Richardson currently is studying the best ways to reach those most likely to be affected. As far as opting out, she says people who do so often oppose being a part of any research or have had bad experiences with the hospital involved.

Some ethicists argue that opting out is an important choice and say public notification often isn't up to par. "I don't see (community outreach) happening quite that aggressively," Caplan says.

That's because of the limited resources, researchers say. In Louisville, for example, researchers couldn't afford television spots or newspaper ads; half their awareness budget went to radio spots and the other half went to develop a website and fund printing and postage for the letter sent to Jehovah's Witness congregations.

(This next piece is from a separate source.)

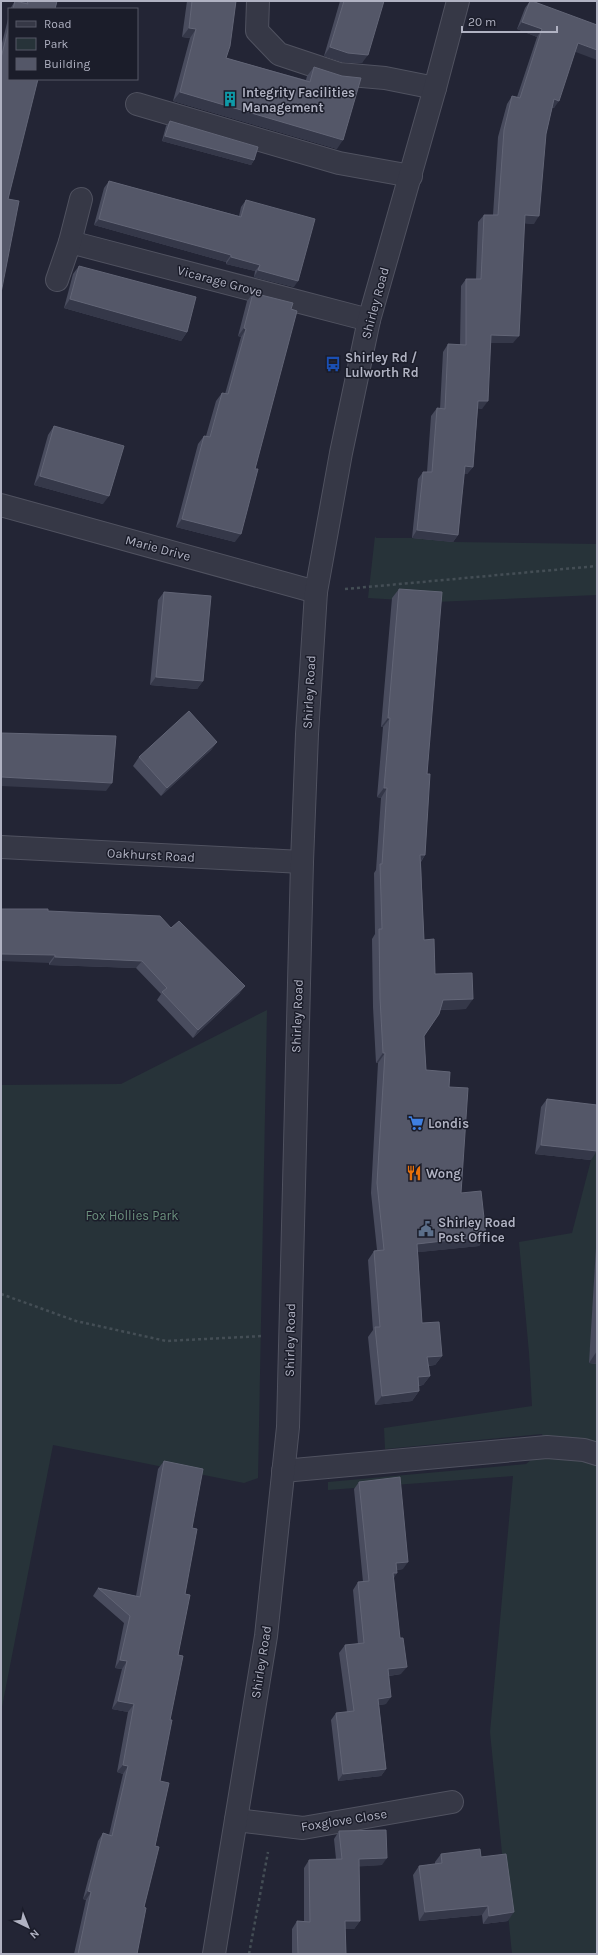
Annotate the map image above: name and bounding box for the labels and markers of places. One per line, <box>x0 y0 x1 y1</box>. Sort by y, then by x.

"We did the best we could," says Brian Harbrecht, who heads up the plasma study there.

Rhodes acknowledges public notification could be done better but says it's an open question whether more of the limited research dollars should be diverted away from the studies themselves.

Such questions need to be answered, researchers and ethicists say, because the stakes are high: They are expecting people to unknowingly accept risk to advance medical science.

"Everyone's well aware you're experimenting without permission," Caplan says. But with emergency research, "I realistically trust there's no other way."